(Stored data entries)
+ + + +
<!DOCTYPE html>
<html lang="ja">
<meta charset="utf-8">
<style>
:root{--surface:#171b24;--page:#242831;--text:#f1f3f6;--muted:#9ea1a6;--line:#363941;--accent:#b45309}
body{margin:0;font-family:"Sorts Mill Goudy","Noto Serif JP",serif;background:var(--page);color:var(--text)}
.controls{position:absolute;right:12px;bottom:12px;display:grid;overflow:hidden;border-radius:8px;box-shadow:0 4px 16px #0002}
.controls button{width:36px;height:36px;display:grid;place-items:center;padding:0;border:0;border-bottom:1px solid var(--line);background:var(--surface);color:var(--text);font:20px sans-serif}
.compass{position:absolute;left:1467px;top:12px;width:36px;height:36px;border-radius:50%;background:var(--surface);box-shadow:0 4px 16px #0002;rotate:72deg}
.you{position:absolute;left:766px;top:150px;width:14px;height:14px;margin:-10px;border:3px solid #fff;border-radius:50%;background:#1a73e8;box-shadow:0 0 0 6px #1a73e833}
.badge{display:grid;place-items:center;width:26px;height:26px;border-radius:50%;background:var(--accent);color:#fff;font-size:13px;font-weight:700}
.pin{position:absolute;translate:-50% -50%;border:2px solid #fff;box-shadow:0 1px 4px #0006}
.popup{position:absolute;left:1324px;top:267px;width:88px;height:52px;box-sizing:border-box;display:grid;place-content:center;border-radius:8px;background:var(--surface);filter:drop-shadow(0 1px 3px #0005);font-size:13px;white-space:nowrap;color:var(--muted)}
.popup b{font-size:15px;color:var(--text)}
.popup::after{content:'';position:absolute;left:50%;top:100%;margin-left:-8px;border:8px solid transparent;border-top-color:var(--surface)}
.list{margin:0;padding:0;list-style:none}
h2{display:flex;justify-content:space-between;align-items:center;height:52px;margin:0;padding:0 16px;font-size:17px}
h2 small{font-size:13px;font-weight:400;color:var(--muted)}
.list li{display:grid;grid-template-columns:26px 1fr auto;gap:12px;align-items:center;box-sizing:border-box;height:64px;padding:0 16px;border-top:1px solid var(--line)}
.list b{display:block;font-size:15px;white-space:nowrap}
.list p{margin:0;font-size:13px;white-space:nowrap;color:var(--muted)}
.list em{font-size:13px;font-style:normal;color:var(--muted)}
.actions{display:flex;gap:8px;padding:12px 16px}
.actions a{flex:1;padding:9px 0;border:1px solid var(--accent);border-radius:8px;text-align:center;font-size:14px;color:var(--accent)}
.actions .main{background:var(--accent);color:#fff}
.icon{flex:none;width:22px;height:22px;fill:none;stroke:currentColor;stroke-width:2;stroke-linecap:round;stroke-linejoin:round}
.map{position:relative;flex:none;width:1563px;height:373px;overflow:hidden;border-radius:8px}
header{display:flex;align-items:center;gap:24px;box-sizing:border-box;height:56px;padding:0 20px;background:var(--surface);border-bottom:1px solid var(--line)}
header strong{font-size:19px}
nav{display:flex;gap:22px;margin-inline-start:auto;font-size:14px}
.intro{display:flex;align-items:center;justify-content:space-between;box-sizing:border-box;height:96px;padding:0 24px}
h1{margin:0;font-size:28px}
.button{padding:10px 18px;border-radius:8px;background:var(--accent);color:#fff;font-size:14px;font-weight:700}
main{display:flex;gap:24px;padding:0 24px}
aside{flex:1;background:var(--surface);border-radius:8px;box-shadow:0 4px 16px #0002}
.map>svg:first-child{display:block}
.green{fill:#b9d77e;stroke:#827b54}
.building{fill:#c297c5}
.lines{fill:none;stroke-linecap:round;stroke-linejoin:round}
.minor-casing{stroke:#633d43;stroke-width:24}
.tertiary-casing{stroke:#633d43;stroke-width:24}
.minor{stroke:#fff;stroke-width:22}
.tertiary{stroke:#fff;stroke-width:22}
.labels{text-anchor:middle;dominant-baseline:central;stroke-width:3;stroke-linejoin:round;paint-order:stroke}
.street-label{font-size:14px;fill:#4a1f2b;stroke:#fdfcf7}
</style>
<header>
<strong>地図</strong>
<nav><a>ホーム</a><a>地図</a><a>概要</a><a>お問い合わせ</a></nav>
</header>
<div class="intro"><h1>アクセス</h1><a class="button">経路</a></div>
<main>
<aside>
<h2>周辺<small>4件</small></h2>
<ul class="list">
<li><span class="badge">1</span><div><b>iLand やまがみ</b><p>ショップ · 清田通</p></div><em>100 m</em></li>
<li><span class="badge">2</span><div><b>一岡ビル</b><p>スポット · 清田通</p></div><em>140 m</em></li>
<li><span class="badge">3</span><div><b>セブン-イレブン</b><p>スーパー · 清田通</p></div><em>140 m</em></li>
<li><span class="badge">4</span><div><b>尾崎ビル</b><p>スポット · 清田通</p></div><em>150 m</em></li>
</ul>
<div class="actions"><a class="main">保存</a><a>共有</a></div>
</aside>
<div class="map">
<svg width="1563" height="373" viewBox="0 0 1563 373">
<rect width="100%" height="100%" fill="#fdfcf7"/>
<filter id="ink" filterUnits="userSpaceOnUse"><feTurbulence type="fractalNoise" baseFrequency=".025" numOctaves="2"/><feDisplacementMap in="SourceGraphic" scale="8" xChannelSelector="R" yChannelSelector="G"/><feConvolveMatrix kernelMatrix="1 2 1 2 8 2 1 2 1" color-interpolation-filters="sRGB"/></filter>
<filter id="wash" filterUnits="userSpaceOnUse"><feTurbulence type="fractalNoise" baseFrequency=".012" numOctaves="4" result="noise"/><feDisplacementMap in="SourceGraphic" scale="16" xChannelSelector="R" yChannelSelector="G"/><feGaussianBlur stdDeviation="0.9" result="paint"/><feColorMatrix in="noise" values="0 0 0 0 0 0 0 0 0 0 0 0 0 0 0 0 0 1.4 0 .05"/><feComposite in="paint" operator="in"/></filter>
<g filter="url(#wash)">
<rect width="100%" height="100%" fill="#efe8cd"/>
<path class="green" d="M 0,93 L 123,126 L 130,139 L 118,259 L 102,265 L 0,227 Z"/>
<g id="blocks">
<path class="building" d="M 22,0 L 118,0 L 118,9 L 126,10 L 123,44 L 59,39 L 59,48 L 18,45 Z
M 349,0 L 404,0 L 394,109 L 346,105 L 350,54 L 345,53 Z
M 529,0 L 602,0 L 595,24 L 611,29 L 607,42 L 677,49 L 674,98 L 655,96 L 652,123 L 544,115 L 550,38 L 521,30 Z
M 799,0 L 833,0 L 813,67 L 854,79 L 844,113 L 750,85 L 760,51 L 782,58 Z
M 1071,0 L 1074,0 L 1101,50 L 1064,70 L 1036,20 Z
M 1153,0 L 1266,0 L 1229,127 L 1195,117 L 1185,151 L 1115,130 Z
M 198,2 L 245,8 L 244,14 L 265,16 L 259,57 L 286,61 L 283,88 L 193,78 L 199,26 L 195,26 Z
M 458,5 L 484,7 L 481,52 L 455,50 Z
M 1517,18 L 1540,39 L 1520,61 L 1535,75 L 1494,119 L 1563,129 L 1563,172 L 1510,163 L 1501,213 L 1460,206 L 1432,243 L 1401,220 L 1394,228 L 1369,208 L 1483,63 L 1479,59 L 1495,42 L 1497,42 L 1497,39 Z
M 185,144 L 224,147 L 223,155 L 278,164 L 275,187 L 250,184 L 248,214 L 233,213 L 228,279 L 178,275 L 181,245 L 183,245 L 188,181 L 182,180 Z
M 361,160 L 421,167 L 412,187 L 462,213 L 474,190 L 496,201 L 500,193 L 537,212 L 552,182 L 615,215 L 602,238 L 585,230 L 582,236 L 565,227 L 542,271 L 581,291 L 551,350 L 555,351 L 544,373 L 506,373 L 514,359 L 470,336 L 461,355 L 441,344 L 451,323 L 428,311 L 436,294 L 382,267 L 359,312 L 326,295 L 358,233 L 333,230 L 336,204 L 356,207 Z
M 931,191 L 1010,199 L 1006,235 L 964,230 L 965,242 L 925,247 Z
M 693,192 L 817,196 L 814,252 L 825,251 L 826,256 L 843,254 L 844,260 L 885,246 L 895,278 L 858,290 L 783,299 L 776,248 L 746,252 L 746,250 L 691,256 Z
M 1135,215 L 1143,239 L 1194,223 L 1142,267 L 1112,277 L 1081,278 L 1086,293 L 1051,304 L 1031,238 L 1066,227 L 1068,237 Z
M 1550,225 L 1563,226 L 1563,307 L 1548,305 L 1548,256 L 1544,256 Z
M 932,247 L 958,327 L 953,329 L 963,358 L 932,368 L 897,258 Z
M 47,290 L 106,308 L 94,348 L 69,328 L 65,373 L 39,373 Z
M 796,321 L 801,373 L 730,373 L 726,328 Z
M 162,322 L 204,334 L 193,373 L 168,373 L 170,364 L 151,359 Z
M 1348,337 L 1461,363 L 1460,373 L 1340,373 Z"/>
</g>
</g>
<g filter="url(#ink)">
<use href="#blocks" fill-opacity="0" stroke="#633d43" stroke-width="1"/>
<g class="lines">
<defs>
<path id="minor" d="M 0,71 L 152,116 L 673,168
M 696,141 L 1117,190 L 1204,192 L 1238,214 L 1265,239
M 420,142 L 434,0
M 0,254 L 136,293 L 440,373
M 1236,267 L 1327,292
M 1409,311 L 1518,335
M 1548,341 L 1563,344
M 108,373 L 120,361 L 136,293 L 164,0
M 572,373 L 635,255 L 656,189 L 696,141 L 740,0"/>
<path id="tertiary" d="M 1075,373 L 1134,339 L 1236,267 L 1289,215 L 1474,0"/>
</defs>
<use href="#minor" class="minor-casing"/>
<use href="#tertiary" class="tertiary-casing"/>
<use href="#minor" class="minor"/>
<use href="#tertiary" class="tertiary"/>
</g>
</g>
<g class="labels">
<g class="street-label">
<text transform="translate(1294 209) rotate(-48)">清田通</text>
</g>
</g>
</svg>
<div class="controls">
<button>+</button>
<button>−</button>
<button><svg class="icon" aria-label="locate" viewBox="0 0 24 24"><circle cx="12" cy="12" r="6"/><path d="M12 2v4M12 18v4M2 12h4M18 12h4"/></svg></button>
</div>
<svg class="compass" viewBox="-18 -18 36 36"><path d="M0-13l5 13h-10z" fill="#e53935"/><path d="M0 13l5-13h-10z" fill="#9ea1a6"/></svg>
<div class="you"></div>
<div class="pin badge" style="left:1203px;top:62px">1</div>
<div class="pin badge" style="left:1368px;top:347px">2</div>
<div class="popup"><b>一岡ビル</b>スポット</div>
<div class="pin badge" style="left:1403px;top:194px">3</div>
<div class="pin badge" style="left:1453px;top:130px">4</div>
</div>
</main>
+ + + +
[TASK DETAILS]:
With the line holding "M 693,192 L" as the first and the line holding "M 1548,341 L 1563,344" as the last, set down that range of the entries above exactly, and nothing else.

[ANSWER BELOW]:
M 693,192 L 817,196 L 814,252 L 825,251 L 826,256 L 843,254 L 844,260 L 885,246 L 895,278 L 858,290 L 783,299 L 776,248 L 746,252 L 746,250 L 691,256 Z
M 1135,215 L 1143,239 L 1194,223 L 1142,267 L 1112,277 L 1081,278 L 1086,293 L 1051,304 L 1031,238 L 1066,227 L 1068,237 Z
M 1550,225 L 1563,226 L 1563,307 L 1548,305 L 1548,256 L 1544,256 Z
M 932,247 L 958,327 L 953,329 L 963,358 L 932,368 L 897,258 Z
M 47,290 L 106,308 L 94,348 L 69,328 L 65,373 L 39,373 Z
M 796,321 L 801,373 L 730,373 L 726,328 Z
M 162,322 L 204,334 L 193,373 L 168,373 L 170,364 L 151,359 Z
M 1348,337 L 1461,363 L 1460,373 L 1340,373 Z"/>
</g>
</g>
<g filter="url(#ink)">
<use href="#blocks" fill-opacity="0" stroke="#633d43" stroke-width="1"/>
<g class="lines">
<defs>
<path id="minor" d="M 0,71 L 152,116 L 673,168
M 696,141 L 1117,190 L 1204,192 L 1238,214 L 1265,239
M 420,142 L 434,0
M 0,254 L 136,293 L 440,373
M 1236,267 L 1327,292
M 1409,311 L 1518,335
M 1548,341 L 1563,344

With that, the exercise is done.